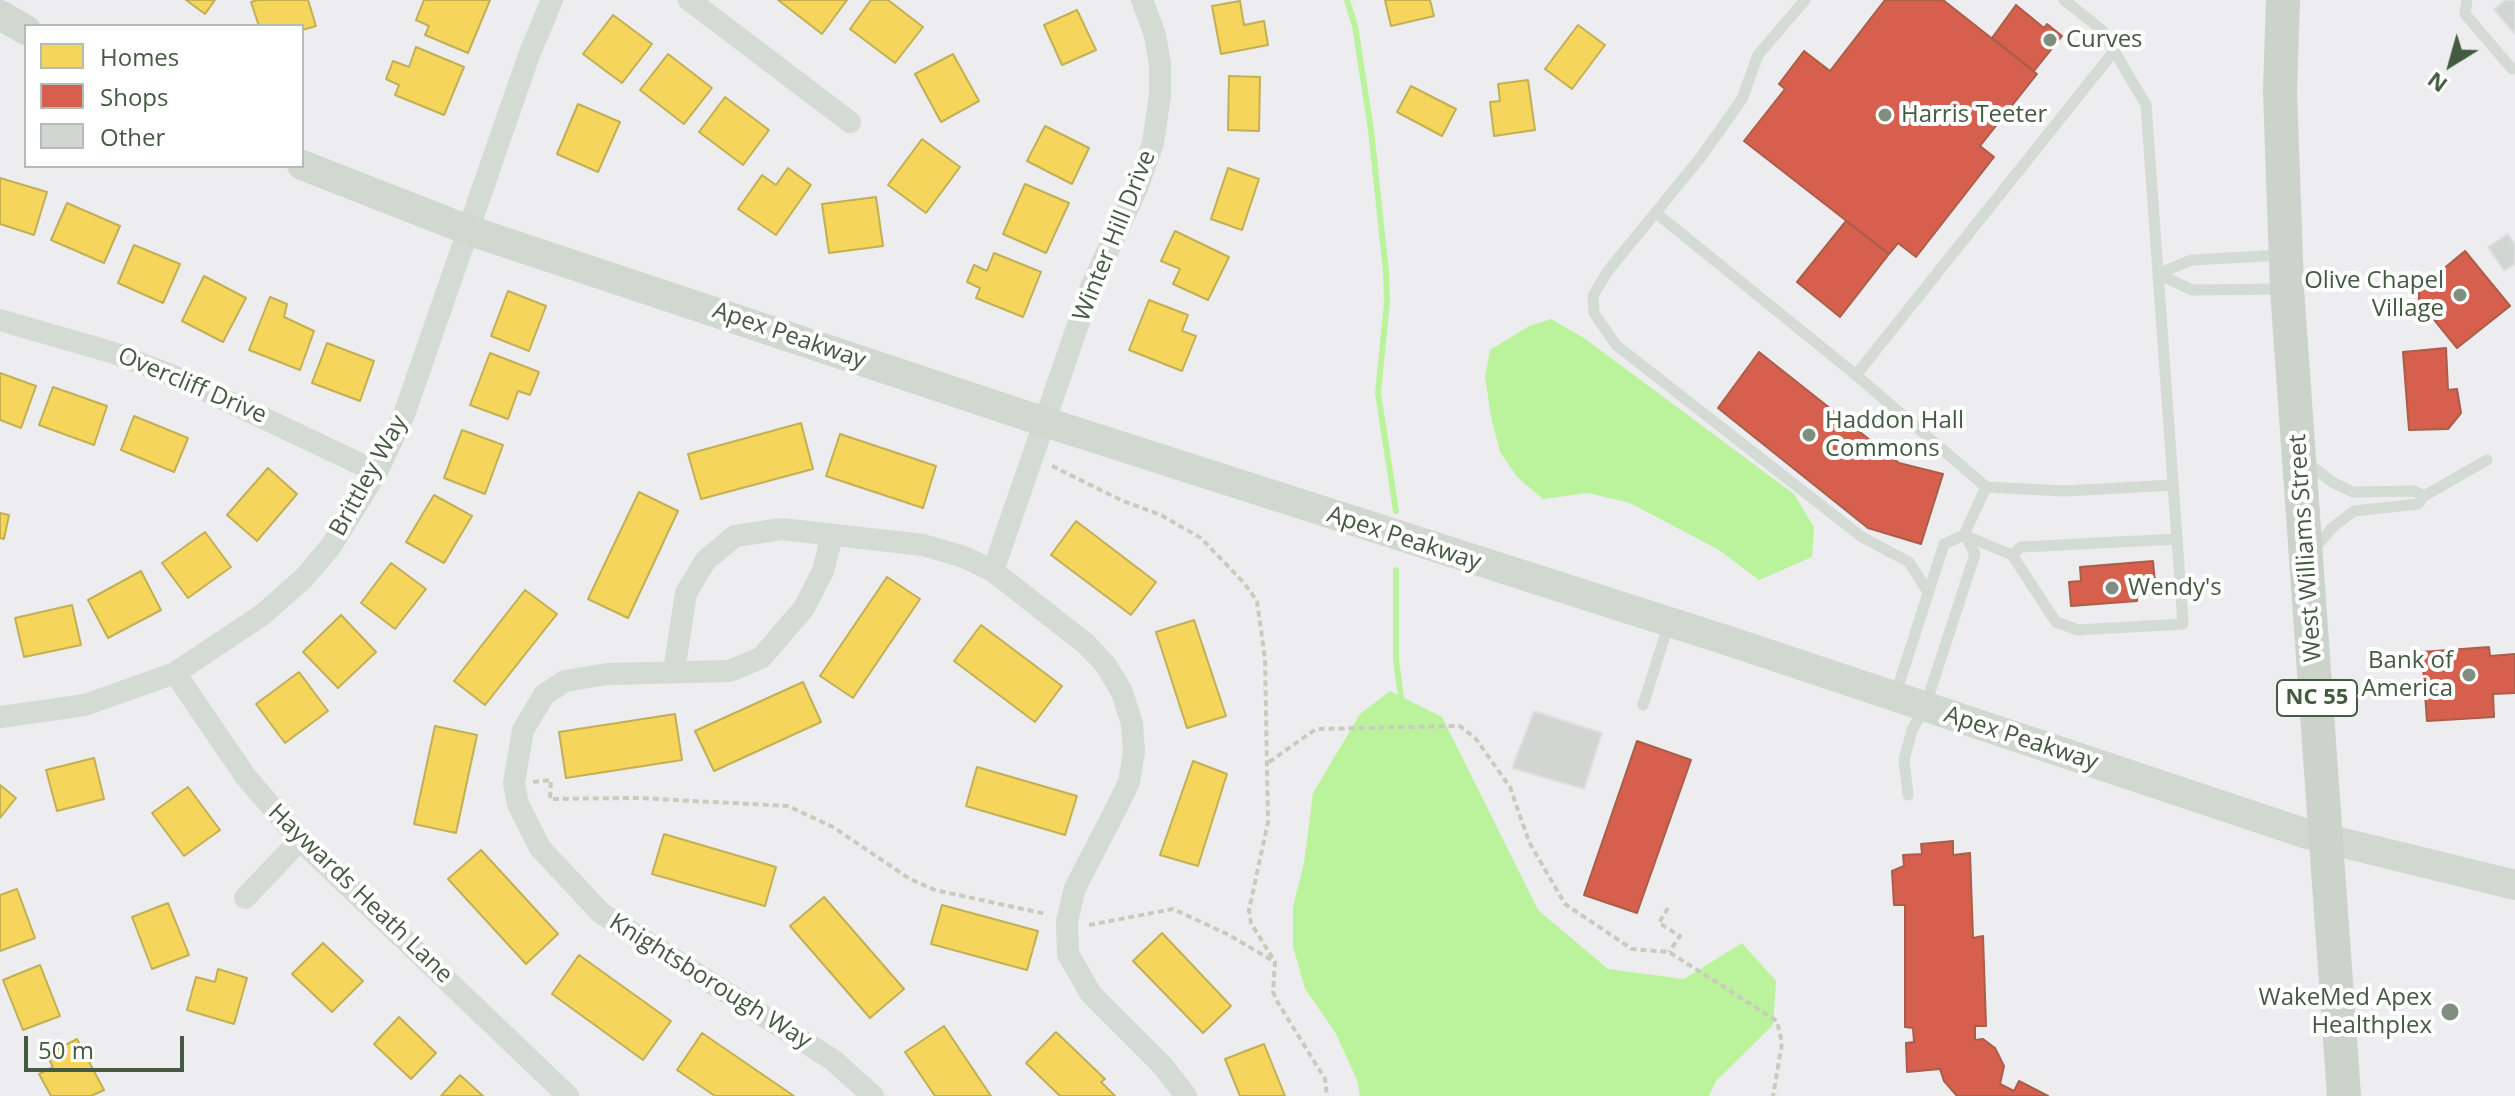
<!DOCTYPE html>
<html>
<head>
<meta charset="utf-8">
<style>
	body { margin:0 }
	#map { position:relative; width:2515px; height:1096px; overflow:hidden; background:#edecee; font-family:"Open Sans",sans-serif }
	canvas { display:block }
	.legend { position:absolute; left:24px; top:24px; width:280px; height:144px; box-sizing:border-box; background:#fff; border:2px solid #b4bdb3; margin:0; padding:10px 14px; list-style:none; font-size:24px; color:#445b42 }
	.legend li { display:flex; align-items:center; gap:16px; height:40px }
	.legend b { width:40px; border:2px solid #b4bdb3 }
	.north { position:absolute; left:2411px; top:24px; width:80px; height:80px; -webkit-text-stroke:6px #fff; paint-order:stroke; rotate:217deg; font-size:22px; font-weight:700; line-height:32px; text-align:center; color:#445b42 }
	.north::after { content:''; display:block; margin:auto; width:28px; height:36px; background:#445b42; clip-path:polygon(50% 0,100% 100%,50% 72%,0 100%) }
	.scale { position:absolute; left:24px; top:1036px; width:160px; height:36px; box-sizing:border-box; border:4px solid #445b42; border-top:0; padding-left:10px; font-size:24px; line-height:28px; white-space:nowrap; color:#445b42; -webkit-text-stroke:6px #fff; paint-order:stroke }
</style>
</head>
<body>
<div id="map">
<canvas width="2515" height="1096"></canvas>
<ul class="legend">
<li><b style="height:22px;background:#f6d55c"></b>Homes</li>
<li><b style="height:22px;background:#d6604d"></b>Shops</li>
<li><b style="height:22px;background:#d3d5d3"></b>Other</li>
</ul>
<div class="north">N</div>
<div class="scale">50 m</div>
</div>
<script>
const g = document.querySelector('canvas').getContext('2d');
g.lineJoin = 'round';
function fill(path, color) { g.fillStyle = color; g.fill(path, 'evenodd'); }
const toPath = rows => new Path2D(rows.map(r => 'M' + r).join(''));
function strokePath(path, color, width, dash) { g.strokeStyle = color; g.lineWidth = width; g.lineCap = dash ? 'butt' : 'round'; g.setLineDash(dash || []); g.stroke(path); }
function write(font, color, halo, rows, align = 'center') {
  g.font = font + ' "Open Sans",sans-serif'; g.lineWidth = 8; g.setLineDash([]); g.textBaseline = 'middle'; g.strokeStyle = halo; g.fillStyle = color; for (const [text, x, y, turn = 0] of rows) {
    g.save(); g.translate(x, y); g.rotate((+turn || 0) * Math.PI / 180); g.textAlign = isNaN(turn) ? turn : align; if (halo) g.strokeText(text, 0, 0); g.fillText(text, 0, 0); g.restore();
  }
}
fill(toPath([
	[1551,319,1584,338,1794,494,1814,527,1812,557,1759,580,1719,550,1630,503,1588,493,1543,499,1518,478,1500,452,1491,417,1485,376,1490,350,1529,326],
	[1390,691,1442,717,1538,910,1608,969,1684,979,1742,943,1776,981,1773,1025,1716,1081,1709,1096,1360,1096,1357,1080,1335,1032,1305,989,1293,946,1293,907,1304,863,1313,793,1360,714]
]), '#bbf39d');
const homes = toPath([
	[186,0,215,0,205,14,186,0],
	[258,0,308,0,316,26,302,30,302,26,259,26,251,2,258,0],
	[424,0,490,0,468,53,425,35,429,26,416,20,424,0],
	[778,0,847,0,822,34,778,0],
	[871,0,888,0,923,27,895,63,850,29,871,0],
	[1385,0,1430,0,1434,16,1391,26,1385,0],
	[1240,1,1244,25,1264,21,1268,45,1221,54,1212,6,1240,1],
	[1077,10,1096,50,1062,65,1044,25,1077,10],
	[613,15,652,44,622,83,583,54,613,15],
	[1578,25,1605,45,1572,89,1545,69,1578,25],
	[416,47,464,67,444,115,395,95,399,85,386,79,393,61,409,67,416,47],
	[668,54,712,88,684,124,640,90,668,54],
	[953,54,979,101,941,122,915,74,953,54],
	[1229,76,1260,77,1259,131,1228,130,1229,76],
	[1528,80,1535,130,1494,136,1490,102,1500,101,1498,84,1528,80],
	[1411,86,1456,109,1442,136,1397,112,1411,86],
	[725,97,769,130,743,165,699,132,725,97],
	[578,104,620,122,598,172,557,154,578,104],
	[1045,126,1089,148,1072,184,1027,161,1045,126],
	[922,139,960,167,926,213,888,185,922,139],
	[788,168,811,185,776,235,738,209,762,175,776,185,788,168],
	[1228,168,1259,179,1242,230,1211,219,1228,168],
	[0,178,47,192,34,235,0,224,0,178],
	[1025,184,1069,203,1046,253,1003,234,1025,184],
	[876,197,883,246,829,253,822,204,876,197],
	[67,203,120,226,104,263,51,240,67,203],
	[1175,231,1229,257,1208,300,1173,284,1180,269,1161,261,1175,231],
	[134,245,180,264,163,303,118,283,134,245],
	[994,253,1041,272,1023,317,976,298,980,288,967,282,974,265,987,271,994,253],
	[204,276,246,298,223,342,182,321,204,276],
	[508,291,546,306,529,351,491,336,508,291],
	[270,297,287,304,284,317,314,331,300,370,249,350,270,297],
	[1149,300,1188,315,1182,331,1196,336,1182,371,1129,350,1149,300],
	[327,343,374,361,360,401,312,383,327,343],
	[490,353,539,372,530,395,518,391,508,419,470,405,490,353],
	[0,373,36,386,21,428,0,420,0,373],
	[53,387,107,406,94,445,39,425,53,387],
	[134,416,188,438,174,472,121,450,134,416],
	[801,423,813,469,701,499,688,454,801,423],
	[462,430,503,445,485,494,444,478,462,430],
	[840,434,936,466,923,508,826,476,840,434],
	[268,468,297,494,257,541,227,515,268,468],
	[639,492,678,511,628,618,588,599,639,492],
	[434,495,472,516,444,563,406,542,434,495],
	[0,513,9,515,4,539,0,538,0,513],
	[1076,521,1156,582,1131,615,1051,555,1076,521],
	[205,532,231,567,188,598,162,563,205,532],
	[391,563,426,589,395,629,361,603,391,563],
	[141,571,161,610,108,638,88,600,141,571],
	[887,577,920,599,853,698,820,676,887,577],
	[525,590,557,614,485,705,454,681,525,590],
	[72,605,81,645,24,657,15,618,72,605],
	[341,615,376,652,338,688,303,652,341,615],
	[1194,620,1226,716,1187,728,1156,632,1194,620],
	[981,625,1062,686,1035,722,954,661,981,625],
	[299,672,328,711,285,743,256,704,299,672],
	[803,682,821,722,714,771,695,731,803,682],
	[675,714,682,760,566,778,559,732,675,714],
	[435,726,477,735,456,833,414,824,435,726],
	[94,758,104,799,57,811,46,770,94,758],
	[1193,761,1227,774,1198,866,1160,855,1193,761],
	[977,767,1077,796,1065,835,966,806,977,767],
	[0,785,16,798,0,818,0,785],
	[188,787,220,830,184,856,152,813,188,787],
	[664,834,776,867,765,906,652,874,664,834],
	[481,850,558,934,526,964,448,879,481,850],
	[17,889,35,938,0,951,0,895,17,889],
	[824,897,904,989,870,1018,790,926,824,897],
	[168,903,189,955,152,969,132,917,168,903],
	[942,905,1038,931,1027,970,931,944,942,905],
	[1162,933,1231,1006,1203,1033,1133,961,1162,933],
	[323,943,363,981,332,1012,292,974,323,943],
	[579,955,671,1021,643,1060,552,994,579,955],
	[40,965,60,1016,23,1030,3,980,40,965],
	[218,969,247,978,234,1024,187,1010,196,977,215,982,218,969],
	[399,1017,436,1053,411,1079,374,1044,399,1017],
	[944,1026,991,1096,935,1096,905,1052,944,1026],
	[1056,1032,1105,1079,1101,1082,1115,1096,1060,1096,1026,1063,1056,1032],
	[702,1033,794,1096,715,1096,677,1070,702,1033],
	[77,1039,104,1090,91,1096,51,1096,39,1074,53,1067,47,1055,77,1039],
	[1264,1044,1285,1096,1240,1096,1225,1059,1264,1044],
	[460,1075,483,1096,441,1096,460,1075]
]);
fill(homes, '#f6d55c');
strokePath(homes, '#c1b054', 2);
const shops = toPath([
	[1885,0,1943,0,2037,74,1980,146,1994,157,1916,257,1898,243,1889,254,1744,141,1785,89,1779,84,1804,51,1830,71,1885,0],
	[2016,5,2044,28,2047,24,2062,36,2034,71,1992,38,2016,5],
	[1846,221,1889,254,1840,317,1797,282,1846,221],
	[2465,251,2510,306,2457,348,2419,301,2419,289,2465,251],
	[2446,348,2448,390,2457,389,2461,413,2448,429,2409,430,2403,352,2446,348],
	[1759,352,1899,463,1943,474,1921,544,1868,528,1718,408,1759,352],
	[2153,561,2156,594,2137,596,2137,601,2071,606,2069,582,2081,581,2080,567,2153,561],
	[2489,647,2490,656,2515,654,2515,693,2493,694,2494,717,2427,721,2422,652,2489,647],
	[1637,741,1691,760,1637,913,1584,895,1637,741],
	[1953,841,1953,855,1970,853,1973,938,1983,936,1986,1026,1975,1026,1975,1040,1983,1039,1995,1048,2004,1066,2000,1084,2014,1091,2019,1081,2048,1096,1957,1096,1944,1081,1940,1069,1907,1072,1906,1043,1914,1042,1913,1028,1905,1027,1905,905,1894,905,1892,871,1904,866,1903,855,1922,854,1921,844,1953,841]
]);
fill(shops, '#d6604d');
strokePath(shops, '#aa5e4a', 2);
strokePath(toPath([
	[1347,0,1355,26,1371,130,1386,272,1387,303,1378,393,1396,511],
	[1396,570,1396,660,1402,704]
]), '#bbf39d', 6);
const building = toPath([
	[2505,0,2515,0,2515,34,2494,10,2505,0],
	[2508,234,2515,245,2515,264,2504,271,2488,247,2508,234],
	[1534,711,1602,733,1584,789,1512,768,1534,711]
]);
fill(building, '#d3d5d3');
strokePath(building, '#dedfdf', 2);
strokePath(toPath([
	[1052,466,1123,501,1161,515,1201,538,1244,583,1257,601,1265,659,1268,822,1249,910,1251,923,1275,962,1273,992,1277,1001,1325,1079,1327,1096],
	[1269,762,1316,729,1460,726,1476,739,1510,787,1529,842,1565,904,1632,949,1669,952,1777,1021,1782,1043,1773,1096],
	[533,782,551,780,550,799,638,798,788,806,833,827,910,879,935,890,1046,914],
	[1668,908,1659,923,1680,936,1669,952],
	[1089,925,1173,909,1227,934,1275,962]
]), '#c9ccbc', 4, [6, 4]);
strokePath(toPath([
	[1805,0,1758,55,1742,99,1701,157,1607,272,1593,296,1594,313,1616,345,1862,537,1909,562,1928,592],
	[2064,0,2102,30,2146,105,2177,539],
	[2467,0,2465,14,2512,69],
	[1656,213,1856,375,1986,487,2064,491,2173,485],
	[2158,274,2192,290,2282,289],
	[2158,274,2191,260,2282,255],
	[1856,375,2115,50],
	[2308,463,2332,482,2353,492,2414,491,2424,496],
	[1964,535,2012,555,2056,622,2078,630,2183,624,2177,539,2021,547,2012,555],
	[2313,550,2333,527,2354,511,2418,504,2424,496,2487,460],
	[1896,693,1944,544,1964,535,1986,487],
	[1643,705,1669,623],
	[1908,795,1904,760,1912,730,1925,707,1975,554,1965,535]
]), '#d4dad4', 11);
strokePath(toPath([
	[689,0,850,122],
	[0,320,114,353,181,379,377,472],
	[832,536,823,571,804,608,761,658,729,671,607,674,565,681,544,695,523,730,514,783,518,804,540,848,601,913,833,1060,873,1096],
	[993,571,1091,287,1137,188,1153,143,1160,95,1160,64,1155,35,1142,0],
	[674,671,686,593,706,560,735,536,782,529,923,545,964,557,993,571,1086,644,1105,664,1122,692,1132,724,1134,752,1129,782,1119,803,1075,888,1067,921,1068,954,1091,994,1163,1066,1186,1096],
	[175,673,246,777,300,840,568,1096],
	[0,717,85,705,175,673,262,615,304,578,331,546,377,472,405,412,529,55,552,0],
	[245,898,300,840]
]), '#d4dad4', 22);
strokePath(toPath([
	[0,15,26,30],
	[302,165,468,230,1045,422,1732,642,2307,834,2515,885]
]), '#d0d8d0', 30);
strokePath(toPath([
	[2283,0,2280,91,2287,289,2344,1096]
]), '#cbd3ca', 34);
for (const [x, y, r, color] of [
	[2050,40,8,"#7f8e7e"],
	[1885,115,8,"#7f8e7e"],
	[2460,295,8,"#7f8e7e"],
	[1809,435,8,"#7f8e7e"],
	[2112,588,8,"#7f8e7e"],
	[2469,675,8,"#7f8e7e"],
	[2450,1012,10,"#7f8e7e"]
]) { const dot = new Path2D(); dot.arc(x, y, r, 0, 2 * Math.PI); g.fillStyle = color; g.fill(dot); strokePath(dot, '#fff', 3); }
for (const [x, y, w] of [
	[2317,698,80]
]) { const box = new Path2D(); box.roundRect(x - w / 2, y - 18, w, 36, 6); g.fillStyle = '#fff'; g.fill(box); strokePath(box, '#445b42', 2); }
write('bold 22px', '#445b42', null, [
	["NC 55",2317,698]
]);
write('24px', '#445b42', '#fff', [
	["Curves",2066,40],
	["Harris Teeter",1901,115],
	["Olive Chapel",2444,281,"right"],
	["Village",2444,309,"right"],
	["Haddon Hall",1825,421],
	["Commons",1825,449],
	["Wendy's",2128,588],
	["Bank of",2453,661,"right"],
	["America",2453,689,"right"],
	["WakeMed Apex",2432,998,"right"],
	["Healthplex",2432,1026,"right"]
], 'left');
write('24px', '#445b42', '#fff', [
	["Winter Hill Drive",1115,236,-68],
	["Apex Peakway",789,336,19],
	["Overcliff Drive",192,386,23],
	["Brittley Way",369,476,-61],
	["Apex Peakway",1404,539,18],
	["West Williams Street",2306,548,-94],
	["Apex Peakway",2021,739,18],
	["Haywards Heath Lane",360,894,44],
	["Knightsborough Way",710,982,32]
]);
</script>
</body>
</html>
○ ○ ○ ○ ○ ○ ○
* _Exercise aim_: Copy each line of the entries that includes the word "function".

* _Answer to this exercise_:
function fill(path, color) { g.fillStyle = color; g.fill(path, 'evenodd'); }
function strokePath(path, color, width, dash) { g.strokeStyle = color; g.lineWidth = width; g.lineCap = dash ? 'butt' : 'round'; g.setLineDash(dash || []); g.stroke(path); }
function write(font, color, halo, rows, align = 'center') {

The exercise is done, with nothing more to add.